WHAT IS EXPECTED:
From the data below, copy out every line in which the word "tiles" occurs.
[Start of Attachment]
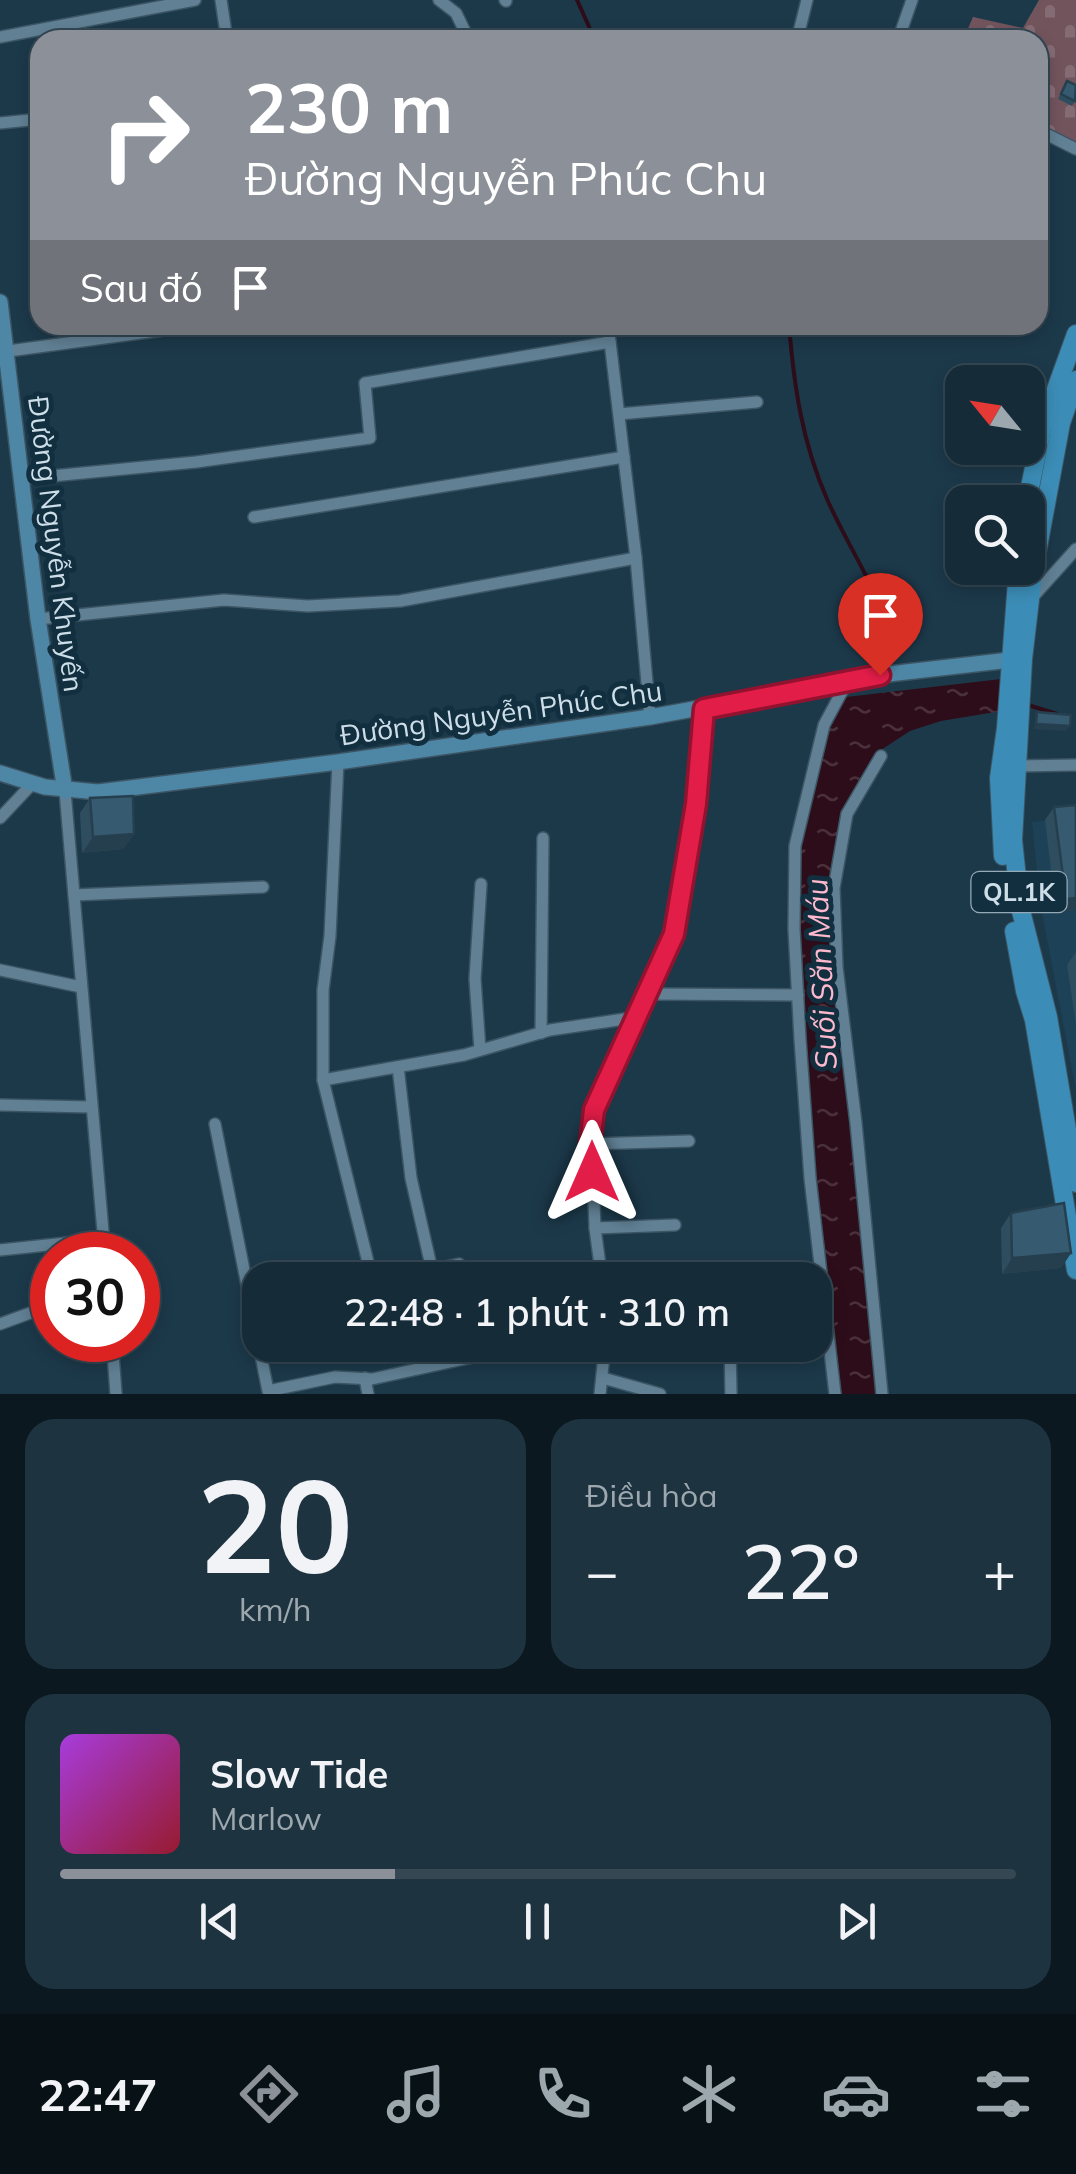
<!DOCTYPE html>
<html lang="vi">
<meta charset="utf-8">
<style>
:root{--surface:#152b38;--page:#1e3340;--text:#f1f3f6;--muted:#9da7ae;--line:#344753;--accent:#8c9099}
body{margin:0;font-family:Mulish,sans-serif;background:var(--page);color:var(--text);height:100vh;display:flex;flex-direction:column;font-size:38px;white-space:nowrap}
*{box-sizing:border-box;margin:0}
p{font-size:32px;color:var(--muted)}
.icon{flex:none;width:55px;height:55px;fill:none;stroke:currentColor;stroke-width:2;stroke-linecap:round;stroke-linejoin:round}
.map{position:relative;height:1394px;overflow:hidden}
.drawer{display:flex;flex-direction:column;gap:25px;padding:25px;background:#0c181f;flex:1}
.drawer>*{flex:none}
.top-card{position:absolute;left:30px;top:30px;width:1018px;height:305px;border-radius:30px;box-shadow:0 5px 15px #0003,0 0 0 2px var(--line);background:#8c9099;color:#fff;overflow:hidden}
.needle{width:65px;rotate:300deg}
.fabs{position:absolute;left:945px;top:365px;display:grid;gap:20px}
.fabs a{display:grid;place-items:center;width:100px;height:100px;border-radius:20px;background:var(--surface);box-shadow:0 5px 15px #0003,0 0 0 2px var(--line);font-size:50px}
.speed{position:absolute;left:30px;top:1232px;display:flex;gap:20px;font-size:50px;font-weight:700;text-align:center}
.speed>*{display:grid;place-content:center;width:130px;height:130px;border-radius:50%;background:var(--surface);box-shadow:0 5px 15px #0003,0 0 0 2px var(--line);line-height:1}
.speed .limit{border:15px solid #d22;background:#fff;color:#111}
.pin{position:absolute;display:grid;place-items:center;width:85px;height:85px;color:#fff;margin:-102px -42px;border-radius:50% 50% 50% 0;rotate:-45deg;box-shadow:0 0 10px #0007}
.pin .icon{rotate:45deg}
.me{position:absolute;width:110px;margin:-55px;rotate:0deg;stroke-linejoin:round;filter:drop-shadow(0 0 8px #0008)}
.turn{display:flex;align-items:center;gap:35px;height:210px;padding:0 50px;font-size:45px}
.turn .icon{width:130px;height:130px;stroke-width:2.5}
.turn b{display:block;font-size:70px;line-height:85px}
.then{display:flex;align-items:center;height:95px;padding:0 50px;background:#0003;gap:20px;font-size:38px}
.big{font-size:75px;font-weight:600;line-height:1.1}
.drawer .widget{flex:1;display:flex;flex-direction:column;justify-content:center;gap:15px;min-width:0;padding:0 35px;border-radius:30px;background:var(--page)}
.drawer .dial{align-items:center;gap:0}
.dial b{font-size:130px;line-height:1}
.song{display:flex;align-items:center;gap:30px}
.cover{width:120px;height:120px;border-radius:15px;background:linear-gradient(135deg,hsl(280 70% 55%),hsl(350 70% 35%))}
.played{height:10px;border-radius:5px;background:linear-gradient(90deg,var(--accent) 35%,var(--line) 35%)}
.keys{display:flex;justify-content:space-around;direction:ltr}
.heat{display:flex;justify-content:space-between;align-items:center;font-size:55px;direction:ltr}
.drawer .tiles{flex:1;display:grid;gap:25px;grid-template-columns:1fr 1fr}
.widget:last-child{grid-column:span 2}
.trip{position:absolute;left:242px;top:1262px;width:590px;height:100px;border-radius:30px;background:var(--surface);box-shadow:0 5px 15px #0003,0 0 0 2px var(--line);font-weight:600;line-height:100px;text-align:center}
.menu{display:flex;height:160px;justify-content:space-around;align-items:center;background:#081116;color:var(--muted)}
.menu .icon{width:70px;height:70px}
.menu .on{color:var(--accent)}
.menu b{font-size:45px;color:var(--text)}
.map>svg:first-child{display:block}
.built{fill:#1d4258}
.cemetery{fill:url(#cemetery-stones)}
.water{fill:url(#water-ripples)}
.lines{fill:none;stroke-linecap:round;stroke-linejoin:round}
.stream{stroke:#2d0d19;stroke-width:4}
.street-casing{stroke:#3c5564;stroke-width:14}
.secondary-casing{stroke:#3c5564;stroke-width:18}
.primary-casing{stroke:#3c5564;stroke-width:20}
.street{stroke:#618094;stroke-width:11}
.secondary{stroke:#4e86a5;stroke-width:15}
.primary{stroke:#3b8cb6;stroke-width:18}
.wall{fill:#2e4d5f}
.shaded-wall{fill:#263f4e}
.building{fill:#365a6f;stroke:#263f4e;stroke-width:2.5}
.route-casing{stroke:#92132f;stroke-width:25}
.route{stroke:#e11d48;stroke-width:18}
.labels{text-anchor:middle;stroke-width:10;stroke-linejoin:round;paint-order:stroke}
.shield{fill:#122f40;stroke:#95aab6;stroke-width:2.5}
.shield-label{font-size:25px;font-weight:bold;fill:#cddee8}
.street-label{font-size:28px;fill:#cddee8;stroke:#122f40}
.water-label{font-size:30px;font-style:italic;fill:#feb9cd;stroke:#122f40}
</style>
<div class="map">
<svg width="1076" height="1394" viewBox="0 0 1076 1394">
<defs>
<pattern id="cemetery-stones" width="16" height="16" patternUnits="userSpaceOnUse" patternTransform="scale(2.5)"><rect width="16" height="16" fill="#72545d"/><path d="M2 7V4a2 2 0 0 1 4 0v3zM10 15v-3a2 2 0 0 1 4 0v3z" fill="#856c74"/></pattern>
<pattern id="water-ripples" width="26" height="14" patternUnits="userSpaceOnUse" patternTransform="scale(2.5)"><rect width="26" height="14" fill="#2d0d19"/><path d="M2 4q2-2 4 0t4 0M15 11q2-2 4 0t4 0" fill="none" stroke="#4a303a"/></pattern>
</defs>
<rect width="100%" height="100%" fill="#1c394a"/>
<path class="built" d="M1076,818V1090L1041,907L1032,822Z"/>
<path class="cemetery" d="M1039,0H1076V143L1038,125V40H963L973,17L1023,28Z"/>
<path class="water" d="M1001,679H1029L1031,706L941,721L910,731L878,752L842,813L829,888L877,1394H840L815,1175L807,1066L799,929L800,848L829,728L846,697Z"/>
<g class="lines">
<g class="stream">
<path d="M577,0L595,40"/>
<path d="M789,325C794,386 802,442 827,499C848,547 878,588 891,639"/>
<path d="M1028,705L1057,714"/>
</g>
<g class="street-casing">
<g id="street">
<path d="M221,0L227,40"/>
<path d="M439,0L456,13L469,40"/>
<path d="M505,0L506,1"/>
<path d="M0,37L195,0"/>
<path d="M797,40L807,0"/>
<path d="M898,40L912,0"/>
<path d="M0,123L40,119"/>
<path d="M1038,130L1076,149"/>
<path d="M608,325L636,558L650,717"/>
<path d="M1,352L200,325"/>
<path d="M619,414L757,402"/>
<path d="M21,479L196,462L370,438L365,383L610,342"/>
<path d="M254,517L624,457"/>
<path d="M1030,600L1076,549"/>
<path d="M38,619L224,600L308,606L400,601L636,558"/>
<path d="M881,756L847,814L834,888L837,967L856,1123L882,1394"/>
<path d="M338,762L330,936L323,990V1080L368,1262"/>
<path d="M1016,766L1076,765"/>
<path d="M65,791L105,1255"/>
<path d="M0,818L32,784"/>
<path d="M74,895L263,887"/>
<path d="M0,970L81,987"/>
<path d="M649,994L798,995"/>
<path d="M541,1033L543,838"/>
<path d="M480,1050L475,979L481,884"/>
<path d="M398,1067L411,1178L432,1270L459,1264L463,1280"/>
<path d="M323,1080L464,1055L550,1030L638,1017"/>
<path d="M0,1105L91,1107"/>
<path d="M215,1124L268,1391L335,1377L372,1379L528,1345"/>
<path d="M590,1144L689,1141"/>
<path d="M595,1228L675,1225"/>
<path d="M0,1250L104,1239"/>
<path d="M602,1280L595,1228L591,1122L674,933L696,804L703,709"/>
<path d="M0,1324L52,1305"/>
<path d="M112,1340L116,1394"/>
<path d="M730,1345L731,1394"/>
<path d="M365,1378L368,1394"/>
<path d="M603,1378L660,1394"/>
<path d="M600,1394L605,1345"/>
<path d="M835,1394L810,1178L800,1039L794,929L795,846L824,725L847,682"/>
</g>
</g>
<g class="secondary-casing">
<g id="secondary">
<path d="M0,302L38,619L65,791"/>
<path d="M0,773L45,787L98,792L338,762L650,717L880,675L1010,660"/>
</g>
</g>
<g class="primary-casing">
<g id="primary">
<path d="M1076,380L1061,423L1033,574L1023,659L1013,840L1020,907L1048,1017L1076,1183"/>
<path d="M1027,502L1042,428L1076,334"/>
<path d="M1003,856L999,778L1006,728L1018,568"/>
<path d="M1014,931L1025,991L1034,1020L1076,1270"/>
</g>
</g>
<use href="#street" class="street"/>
<use href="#secondary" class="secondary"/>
<use href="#primary" class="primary"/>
</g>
<g class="wall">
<path d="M1067,81L1076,99L1072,106L1058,99Z"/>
<path d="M90,798L134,834L123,849L82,853L80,813Z"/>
<path d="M1054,807L1076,910L1056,912L1045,820Z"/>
<path d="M1076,952V1024L1067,965Z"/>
<path d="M1011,1213L1071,1253L1061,1268L1002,1274L1001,1228Z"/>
</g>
<g class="shaded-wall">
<path d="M1036,724L1070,726L1066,731L1033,729Z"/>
<path d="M134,834L123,849L82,853L93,837Z"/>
<path d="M1076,898V910L1056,912L1066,899Z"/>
<path d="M1071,1253L1061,1268L1002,1274L1012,1258Z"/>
</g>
<g class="building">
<path d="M1067,81L1076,85L1075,101L1061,94Z"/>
<path d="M1037,712L1071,715L1070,726L1036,724Z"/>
<path d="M133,796L134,834L93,837L90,798Z"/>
<path d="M1076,805V898L1066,899L1054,807Z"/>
<path d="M1064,1203L1071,1253L1012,1258L1011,1213Z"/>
</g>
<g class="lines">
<g class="route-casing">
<path id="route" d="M592,1172L590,1144L594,1110L674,934L696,804L704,709L880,675"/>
</g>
<use href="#route" class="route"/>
</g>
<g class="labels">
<rect class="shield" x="971.5" y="872" width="95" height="40" rx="8"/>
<g class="shield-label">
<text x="1019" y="901">QL.1K</text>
</g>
<g class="street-label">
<text transform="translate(56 544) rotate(83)" y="10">Đường Nguyễn Khuyến</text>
<text transform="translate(501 713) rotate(-8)" y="10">Đường Nguyễn Phúc Chu</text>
</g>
<g class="water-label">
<text transform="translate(822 974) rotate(-93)" y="10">Suối Săn Máu</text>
</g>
</g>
</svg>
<div class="fabs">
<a><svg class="needle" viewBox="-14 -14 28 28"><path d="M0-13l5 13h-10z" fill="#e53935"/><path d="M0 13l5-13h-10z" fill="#9da7ae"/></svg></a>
<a><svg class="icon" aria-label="search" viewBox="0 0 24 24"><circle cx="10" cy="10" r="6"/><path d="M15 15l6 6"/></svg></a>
</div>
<div class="speed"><div class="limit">30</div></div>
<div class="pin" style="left:880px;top:675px;background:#d93025"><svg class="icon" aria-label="arrive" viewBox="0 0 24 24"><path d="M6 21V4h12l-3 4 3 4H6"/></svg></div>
<svg class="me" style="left:592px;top:1172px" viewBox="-20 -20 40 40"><path d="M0-17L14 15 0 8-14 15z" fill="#e11d48" stroke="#fff" stroke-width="4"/></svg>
<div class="trip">22:48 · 1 phút · 310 m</div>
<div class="top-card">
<div class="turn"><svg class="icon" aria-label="right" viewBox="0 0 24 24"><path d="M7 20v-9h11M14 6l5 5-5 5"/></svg><div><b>230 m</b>Đường Nguyễn Phúc Chu</div></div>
<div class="then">Sau đó<svg class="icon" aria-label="arrive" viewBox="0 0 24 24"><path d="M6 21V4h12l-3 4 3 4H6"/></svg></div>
</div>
</div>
<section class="drawer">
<div class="tiles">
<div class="widget dial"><b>20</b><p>km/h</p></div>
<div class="widget"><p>Điều hòa</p>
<div class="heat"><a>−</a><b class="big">22°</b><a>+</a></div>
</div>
<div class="widget">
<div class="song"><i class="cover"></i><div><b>Slow Tide</b><p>Marlow</p></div></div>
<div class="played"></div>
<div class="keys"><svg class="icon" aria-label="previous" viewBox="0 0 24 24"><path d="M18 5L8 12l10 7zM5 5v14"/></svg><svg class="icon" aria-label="pause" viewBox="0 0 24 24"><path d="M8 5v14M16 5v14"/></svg><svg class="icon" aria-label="next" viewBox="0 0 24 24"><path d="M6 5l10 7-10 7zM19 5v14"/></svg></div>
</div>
</div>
</section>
<nav class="menu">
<b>22:47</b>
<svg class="icon on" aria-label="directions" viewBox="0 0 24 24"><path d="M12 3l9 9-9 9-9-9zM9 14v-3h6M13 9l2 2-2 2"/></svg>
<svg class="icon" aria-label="music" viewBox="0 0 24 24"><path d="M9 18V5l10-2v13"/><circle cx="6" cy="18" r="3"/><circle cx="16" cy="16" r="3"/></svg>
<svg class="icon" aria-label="phone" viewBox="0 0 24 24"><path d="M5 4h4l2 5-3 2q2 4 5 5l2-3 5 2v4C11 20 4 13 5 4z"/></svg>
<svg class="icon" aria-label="climate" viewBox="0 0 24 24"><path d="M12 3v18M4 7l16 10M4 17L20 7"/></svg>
<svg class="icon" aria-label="car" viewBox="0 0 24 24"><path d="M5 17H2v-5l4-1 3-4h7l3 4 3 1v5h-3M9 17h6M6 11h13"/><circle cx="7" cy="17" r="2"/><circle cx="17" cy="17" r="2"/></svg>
<svg class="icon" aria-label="filters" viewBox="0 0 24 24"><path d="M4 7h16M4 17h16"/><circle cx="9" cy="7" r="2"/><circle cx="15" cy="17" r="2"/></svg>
</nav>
[End of Attachment]
COMPLETED TASK:
.drawer .tiles{flex:1;display:grid;gap:25px;grid-template-columns:1fr 1fr}
<div class="tiles">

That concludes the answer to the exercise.